● WHAT THE EXERCISE ASKS
Record by record, write out the listing word for word while omitting pictures.

*** EXCERPTED RECORDS Section Begins ***

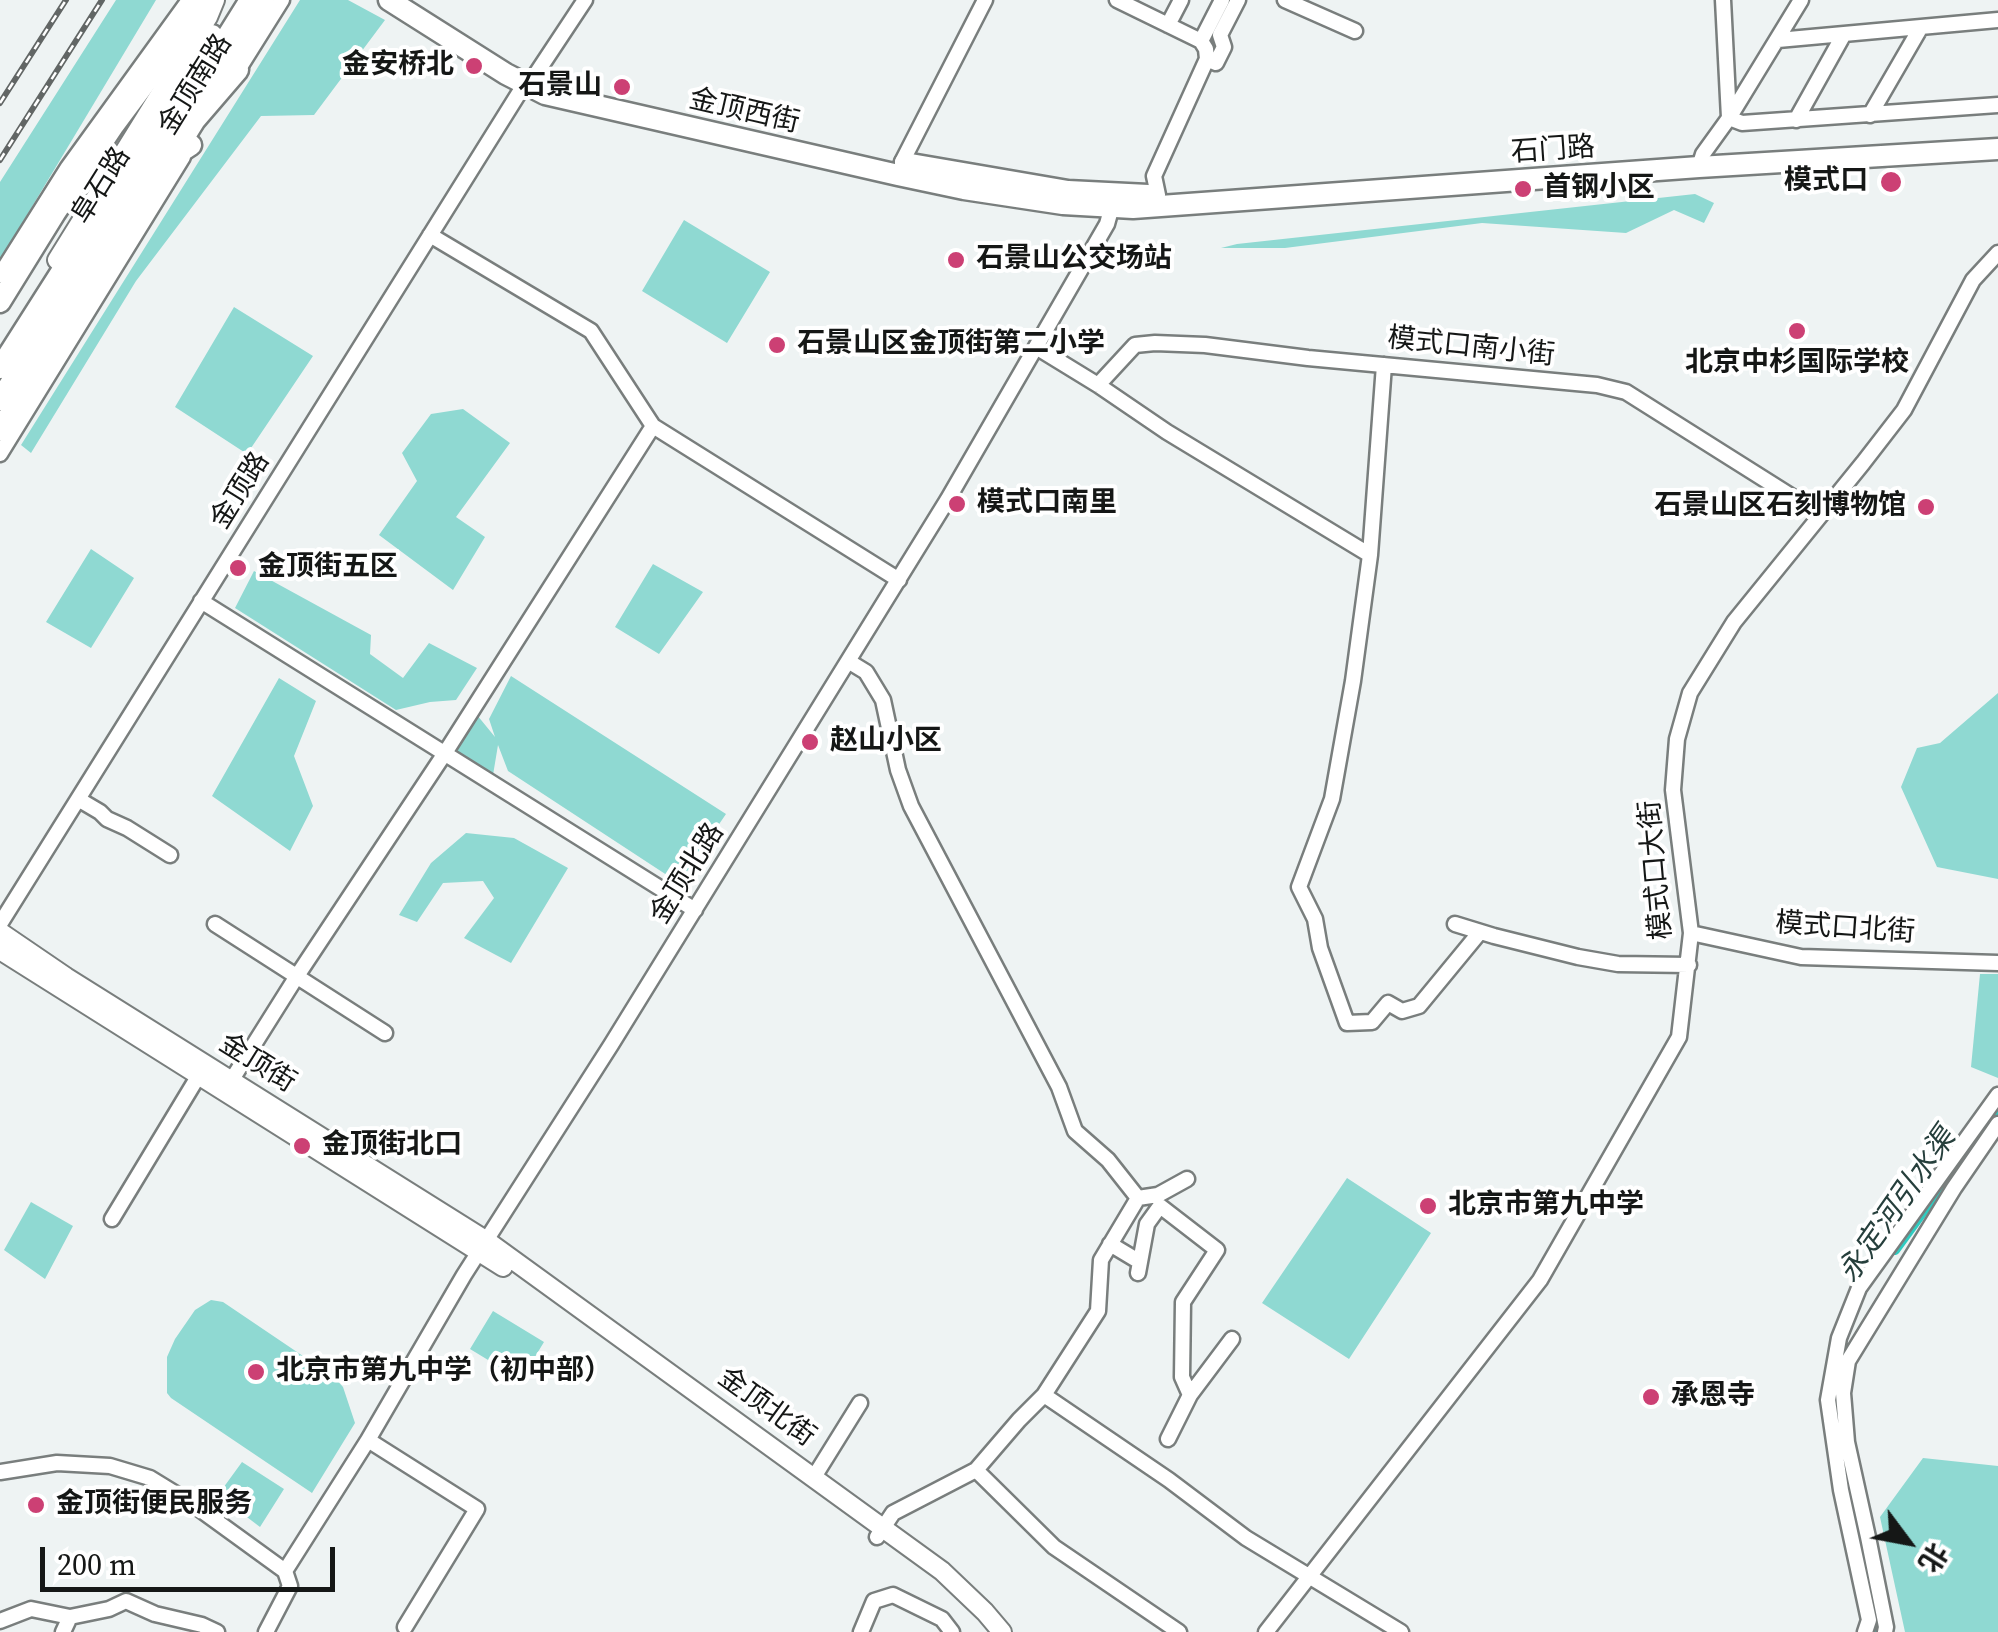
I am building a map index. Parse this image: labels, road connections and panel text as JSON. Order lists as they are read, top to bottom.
{
  "streets": {
    "highway": ["金顶西街", "石门路", "阜石路"],
    "main road": ["金顶南路", "金顶街", "金顶北街"],
    "street": [
      "模式口南小街",
      "金顶路",
      "模式口大街",
      "金顶北路",
      "模式口北街"
    ]
  },
  "crossings": [
    ["金顶南路", "阜石路"],
    ["金顶西街", "石门路"],
    ["金顶西街", "金顶路"],
    ["金顶西街", "金顶北路"],
    ["石门路", "金顶北路"],
    ["模式口南小街", "模式口大街"],
    ["模式口大街", "模式口北街"],
    ["金顶北路", "金顶街"],
    ["金顶北路", "金顶北街"],
    ["金顶街", "金顶北街"]
  ],
  "water": ["永定河引水渠"],
  "places": [
    "金安桥北",
    "石景山",
    "模式口",
    "首钢小区",
    "石景山公交场站",
    "北京中杉国际学校",
    "石景山区金顶街第二小学",
    "模式口南里",
    "石景山区石刻博物馆",
    "金顶街五区",
    "赵山小区",
    "金顶街北口",
    "北京市第九中学",
    "北京市第九中学（初中部）",
    "承恩寺",
    "金顶街便民服务"
  ],
  "scale_bar": "200 m",
  "north": "bottom right"
}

*** EXCERPTED RECORDS Section Ends ***

● EXPECTED ANSWER
I am building a map index. Parse this image: labels, road connections and panel text as JSON. Order lists as they are read, top to bottom.
{
  "streets": {
    "highway": ["金顶西街", "石门路", "阜石路"],
    "main road": ["金顶南路", "金顶街", "金顶北街"],
    "street": [
      "模式口南小街",
      "金顶路",
      "模式口大街",
      "金顶北路",
      "模式口北街"
    ]
  },
  "crossings": [
    ["金顶南路", "阜石路"],
    ["金顶西街", "石门路"],
    ["金顶西街", "金顶路"],
    ["金顶西街", "金顶北路"],
    ["石门路", "金顶北路"],
    ["模式口南小街", "模式口大街"],
    ["模式口大街", "模式口北街"],
    ["金顶北路", "金顶街"],
    ["金顶北路", "金顶北街"],
    ["金顶街", "金顶北街"]
  ],
  "water": ["永定河引水渠"],
  "places": [
    "金安桥北",
    "石景山",
    "模式口",
    "首钢小区",
    "石景山公交场站",
    "北京中杉国际学校",
    "石景山区金顶街第二小学",
    "模式口南里",
    "石景山区石刻博物馆",
    "金顶街五区",
    "赵山小区",
    "金顶街北口",
    "北京市第九中学",
    "北京市第九中学（初中部）",
    "承恩寺",
    "金顶街便民服务"
  ],
  "scale_bar": "200 m",
  "north": "bottom right"
}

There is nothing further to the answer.